В этот момент поднялся ветер, закрутил по площади сухую солому и пыль, все засуетились, пригнулись, и каждый сделал движение, как бы прикрывая ладонью чашку в другой руке, хотя на самом деле чашку с водкой держал только один. Все уже были немного пьяны. Ветер стих, и все захохотали, осознав это общее невольное движение. И тут вдруг раздался громкий резкий стук: оказалось, что это в давно нежилом доме Сандан деревянную дверь оторвало от рамы, и она с грохотом упала на землю.
От упавшей двери взлетела пыль, разлетелась солома, людям снова вспомнились давно уже покинувшие Счастливую деревню мать и сын. Вспомнив о них, люди снова все уставились на Эньбо.
Ему захотелось широко раскрыть рот и горько зарыдать.
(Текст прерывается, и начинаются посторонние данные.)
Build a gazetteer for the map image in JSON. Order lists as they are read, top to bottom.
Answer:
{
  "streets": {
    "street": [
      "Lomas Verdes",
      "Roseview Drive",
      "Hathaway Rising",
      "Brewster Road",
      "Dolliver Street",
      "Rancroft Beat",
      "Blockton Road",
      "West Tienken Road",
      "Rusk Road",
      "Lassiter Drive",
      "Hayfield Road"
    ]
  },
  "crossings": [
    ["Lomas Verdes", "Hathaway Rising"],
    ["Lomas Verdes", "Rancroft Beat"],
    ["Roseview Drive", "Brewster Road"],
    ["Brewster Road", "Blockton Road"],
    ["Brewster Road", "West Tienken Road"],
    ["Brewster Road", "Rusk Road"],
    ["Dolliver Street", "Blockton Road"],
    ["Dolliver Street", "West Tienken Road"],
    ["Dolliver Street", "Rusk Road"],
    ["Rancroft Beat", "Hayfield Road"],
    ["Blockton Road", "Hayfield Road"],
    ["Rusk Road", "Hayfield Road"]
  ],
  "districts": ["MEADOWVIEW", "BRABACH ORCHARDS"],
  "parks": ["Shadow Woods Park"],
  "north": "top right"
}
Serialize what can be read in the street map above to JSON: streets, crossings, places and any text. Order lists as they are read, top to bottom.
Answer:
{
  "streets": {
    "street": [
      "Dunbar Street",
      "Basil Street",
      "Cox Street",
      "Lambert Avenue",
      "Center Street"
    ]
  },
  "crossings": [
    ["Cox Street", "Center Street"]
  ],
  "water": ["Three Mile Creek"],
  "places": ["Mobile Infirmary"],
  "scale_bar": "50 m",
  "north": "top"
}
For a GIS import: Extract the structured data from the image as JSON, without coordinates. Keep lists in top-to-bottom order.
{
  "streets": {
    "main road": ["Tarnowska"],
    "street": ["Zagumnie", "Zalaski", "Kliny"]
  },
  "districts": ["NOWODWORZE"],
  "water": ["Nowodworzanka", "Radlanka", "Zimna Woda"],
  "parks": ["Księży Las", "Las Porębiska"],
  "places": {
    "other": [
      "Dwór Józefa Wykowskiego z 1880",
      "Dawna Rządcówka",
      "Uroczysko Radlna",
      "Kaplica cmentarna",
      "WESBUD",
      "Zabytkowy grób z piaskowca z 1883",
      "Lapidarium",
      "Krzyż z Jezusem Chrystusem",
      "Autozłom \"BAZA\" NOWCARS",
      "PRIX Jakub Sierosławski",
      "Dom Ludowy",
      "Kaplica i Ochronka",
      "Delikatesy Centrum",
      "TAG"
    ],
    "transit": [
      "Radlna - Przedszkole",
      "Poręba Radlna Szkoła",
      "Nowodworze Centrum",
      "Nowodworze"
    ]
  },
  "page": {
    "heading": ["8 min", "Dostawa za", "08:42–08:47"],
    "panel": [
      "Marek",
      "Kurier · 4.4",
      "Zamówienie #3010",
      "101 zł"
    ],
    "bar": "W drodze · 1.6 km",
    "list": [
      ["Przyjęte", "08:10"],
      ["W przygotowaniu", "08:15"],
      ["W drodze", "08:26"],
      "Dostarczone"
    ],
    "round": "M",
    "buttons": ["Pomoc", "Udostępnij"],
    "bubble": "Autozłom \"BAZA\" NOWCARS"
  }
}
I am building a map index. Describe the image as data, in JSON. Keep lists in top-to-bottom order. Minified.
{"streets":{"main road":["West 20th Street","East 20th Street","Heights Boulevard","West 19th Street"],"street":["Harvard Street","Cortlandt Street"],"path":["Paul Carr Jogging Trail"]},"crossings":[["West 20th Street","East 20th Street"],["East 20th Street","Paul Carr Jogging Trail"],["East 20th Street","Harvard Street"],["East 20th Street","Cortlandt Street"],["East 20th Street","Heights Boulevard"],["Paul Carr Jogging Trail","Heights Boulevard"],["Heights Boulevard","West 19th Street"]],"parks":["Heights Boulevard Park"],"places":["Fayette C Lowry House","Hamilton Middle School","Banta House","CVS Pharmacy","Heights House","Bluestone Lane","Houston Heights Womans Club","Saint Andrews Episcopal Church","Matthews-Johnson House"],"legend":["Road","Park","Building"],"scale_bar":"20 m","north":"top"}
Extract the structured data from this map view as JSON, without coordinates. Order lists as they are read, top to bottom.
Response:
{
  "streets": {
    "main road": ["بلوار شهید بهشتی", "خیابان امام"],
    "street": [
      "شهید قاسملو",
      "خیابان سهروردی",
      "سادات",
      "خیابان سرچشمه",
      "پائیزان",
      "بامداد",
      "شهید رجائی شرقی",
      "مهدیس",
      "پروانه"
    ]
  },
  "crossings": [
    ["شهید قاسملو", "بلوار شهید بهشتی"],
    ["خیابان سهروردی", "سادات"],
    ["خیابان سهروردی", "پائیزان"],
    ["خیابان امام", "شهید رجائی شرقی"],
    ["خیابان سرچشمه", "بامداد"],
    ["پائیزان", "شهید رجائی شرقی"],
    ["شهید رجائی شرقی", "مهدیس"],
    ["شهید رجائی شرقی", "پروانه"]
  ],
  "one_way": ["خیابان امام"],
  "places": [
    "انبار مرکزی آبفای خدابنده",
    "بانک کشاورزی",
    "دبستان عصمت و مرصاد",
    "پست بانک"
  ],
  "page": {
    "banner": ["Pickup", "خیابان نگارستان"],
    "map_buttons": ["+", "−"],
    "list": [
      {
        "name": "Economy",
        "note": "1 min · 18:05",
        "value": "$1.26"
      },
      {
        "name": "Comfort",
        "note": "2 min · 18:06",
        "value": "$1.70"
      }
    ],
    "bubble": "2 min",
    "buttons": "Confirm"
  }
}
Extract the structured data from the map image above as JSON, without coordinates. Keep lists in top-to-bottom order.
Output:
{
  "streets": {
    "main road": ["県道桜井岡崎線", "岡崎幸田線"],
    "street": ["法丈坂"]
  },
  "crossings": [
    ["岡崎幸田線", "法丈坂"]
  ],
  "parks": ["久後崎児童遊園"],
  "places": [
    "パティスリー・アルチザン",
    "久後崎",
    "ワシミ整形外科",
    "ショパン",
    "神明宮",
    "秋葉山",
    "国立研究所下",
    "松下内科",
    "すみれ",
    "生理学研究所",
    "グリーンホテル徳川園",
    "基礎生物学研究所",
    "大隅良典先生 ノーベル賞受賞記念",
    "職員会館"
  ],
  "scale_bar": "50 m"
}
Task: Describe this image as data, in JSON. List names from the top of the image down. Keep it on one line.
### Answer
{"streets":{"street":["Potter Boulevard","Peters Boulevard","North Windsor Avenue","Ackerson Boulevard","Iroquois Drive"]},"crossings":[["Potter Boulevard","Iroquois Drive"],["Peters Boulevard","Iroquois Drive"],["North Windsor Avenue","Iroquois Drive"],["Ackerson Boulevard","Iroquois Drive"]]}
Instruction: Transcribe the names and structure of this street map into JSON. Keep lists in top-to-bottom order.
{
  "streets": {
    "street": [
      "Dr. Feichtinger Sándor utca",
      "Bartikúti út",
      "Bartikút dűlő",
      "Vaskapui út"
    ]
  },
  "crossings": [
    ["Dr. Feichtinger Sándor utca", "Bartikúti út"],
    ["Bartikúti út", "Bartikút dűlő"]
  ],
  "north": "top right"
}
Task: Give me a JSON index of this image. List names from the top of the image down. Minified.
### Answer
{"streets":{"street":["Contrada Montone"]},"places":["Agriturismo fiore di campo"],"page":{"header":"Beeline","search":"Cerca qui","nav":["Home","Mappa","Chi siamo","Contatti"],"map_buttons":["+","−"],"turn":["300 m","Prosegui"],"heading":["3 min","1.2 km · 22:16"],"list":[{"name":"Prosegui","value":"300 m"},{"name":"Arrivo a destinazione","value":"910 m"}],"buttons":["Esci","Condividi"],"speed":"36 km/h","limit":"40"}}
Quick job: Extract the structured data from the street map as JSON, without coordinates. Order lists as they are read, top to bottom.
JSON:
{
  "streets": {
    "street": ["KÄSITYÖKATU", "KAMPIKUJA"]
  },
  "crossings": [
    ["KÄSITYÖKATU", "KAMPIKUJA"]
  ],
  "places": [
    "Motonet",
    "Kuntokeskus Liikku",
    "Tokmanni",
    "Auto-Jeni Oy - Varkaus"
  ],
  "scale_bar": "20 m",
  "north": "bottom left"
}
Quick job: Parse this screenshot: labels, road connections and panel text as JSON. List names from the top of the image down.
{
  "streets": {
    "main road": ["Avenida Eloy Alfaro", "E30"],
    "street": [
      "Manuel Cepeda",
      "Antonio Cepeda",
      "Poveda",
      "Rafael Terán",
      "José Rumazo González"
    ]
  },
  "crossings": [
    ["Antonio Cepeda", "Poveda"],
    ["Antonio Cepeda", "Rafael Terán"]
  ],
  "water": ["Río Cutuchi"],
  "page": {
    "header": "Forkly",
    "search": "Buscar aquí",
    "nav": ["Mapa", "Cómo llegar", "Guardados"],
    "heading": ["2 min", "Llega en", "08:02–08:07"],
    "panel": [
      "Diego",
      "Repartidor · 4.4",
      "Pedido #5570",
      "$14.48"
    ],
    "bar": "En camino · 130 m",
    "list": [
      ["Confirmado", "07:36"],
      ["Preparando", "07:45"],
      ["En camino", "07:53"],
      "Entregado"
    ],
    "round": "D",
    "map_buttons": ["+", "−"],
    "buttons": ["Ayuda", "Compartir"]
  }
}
Так зарыдать, чтобы слёзы и сопли лились ручьями, в полный голос, горько прорыдаться, какое было бы облегчение! Но только это ни к чему, все только насмехаться станут. Чашка с водкой дошла до него, он запрокинул голову и всю только что наполненную чашку полностью влил себе в рот. Не успела ещё водка вся упасть в желудок, как Эньбо, словно непрочно стоявший мешок, повалился наземь.
Как только Эньбо свалился, так сразу же не на кого стало сердито смотреть, и тогда вспомнили про совершенно непонятным образом упавшую дверь, а небо уже темнело, солнце село за горы. Вечерний ветер тянул холодком, и кто-то вдруг сказал:
– Это бесы, наверное.
Всем тут же почудилось, что этот холодок пополз по их спинам.
– Эти двое, мать и сын, умерли?
– Их души, что ли, вернулись?
– Тьфу! Умерли, а души сюда вернулись? Потому что мы тут, в Счастливой деревне, их так сильно любили?..
Небо понемногу чернело, на северо-западе, за снежным пиком Аутапи, на нём появилась багровая полоса вечерней зари, но здесь, в горной долине, внизу, ночной сумрак поднимался, словно всё затопляющая вода. Силуэты людей, кружком сидевших на площади, погружались во мрак, и только лица, обращённые вверх, к небу, подсвечивал отблеск далёкого заката. Водку ещё передавали по кругу от одного другому, но эта крепкая жгучая жидкость не могла побороть холод, поднимавшийся вместе с ночным мраком.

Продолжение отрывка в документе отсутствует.